▶ **Stored dataset items**
════════════════

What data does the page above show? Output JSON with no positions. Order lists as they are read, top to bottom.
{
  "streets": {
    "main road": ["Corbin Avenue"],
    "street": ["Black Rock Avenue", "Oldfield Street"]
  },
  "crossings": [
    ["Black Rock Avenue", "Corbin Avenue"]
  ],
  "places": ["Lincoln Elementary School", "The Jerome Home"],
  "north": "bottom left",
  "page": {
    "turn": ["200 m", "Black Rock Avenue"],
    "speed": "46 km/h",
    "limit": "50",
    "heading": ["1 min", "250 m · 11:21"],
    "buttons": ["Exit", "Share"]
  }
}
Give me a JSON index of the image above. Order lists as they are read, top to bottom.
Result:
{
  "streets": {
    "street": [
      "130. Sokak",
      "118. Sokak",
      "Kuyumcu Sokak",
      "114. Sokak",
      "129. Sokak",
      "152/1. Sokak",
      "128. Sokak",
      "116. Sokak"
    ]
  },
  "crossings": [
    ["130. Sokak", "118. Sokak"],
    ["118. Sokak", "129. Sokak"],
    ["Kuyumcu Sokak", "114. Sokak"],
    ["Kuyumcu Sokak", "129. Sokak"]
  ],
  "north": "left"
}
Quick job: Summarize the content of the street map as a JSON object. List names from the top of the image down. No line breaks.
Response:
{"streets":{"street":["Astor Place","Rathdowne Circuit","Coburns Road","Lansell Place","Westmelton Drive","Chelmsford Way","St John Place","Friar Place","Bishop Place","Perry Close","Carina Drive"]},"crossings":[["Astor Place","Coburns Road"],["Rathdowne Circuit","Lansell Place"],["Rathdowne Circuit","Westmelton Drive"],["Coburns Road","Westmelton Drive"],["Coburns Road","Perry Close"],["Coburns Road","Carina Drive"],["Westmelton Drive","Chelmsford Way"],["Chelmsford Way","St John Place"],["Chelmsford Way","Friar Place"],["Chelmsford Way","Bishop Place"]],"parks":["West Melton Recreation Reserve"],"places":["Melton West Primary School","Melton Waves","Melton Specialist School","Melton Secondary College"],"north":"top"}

════════════════

▶ **BRIEF**
Across the entries above, work out how many lines include the string "image", and report only that figure.

▶ **RESULT**
2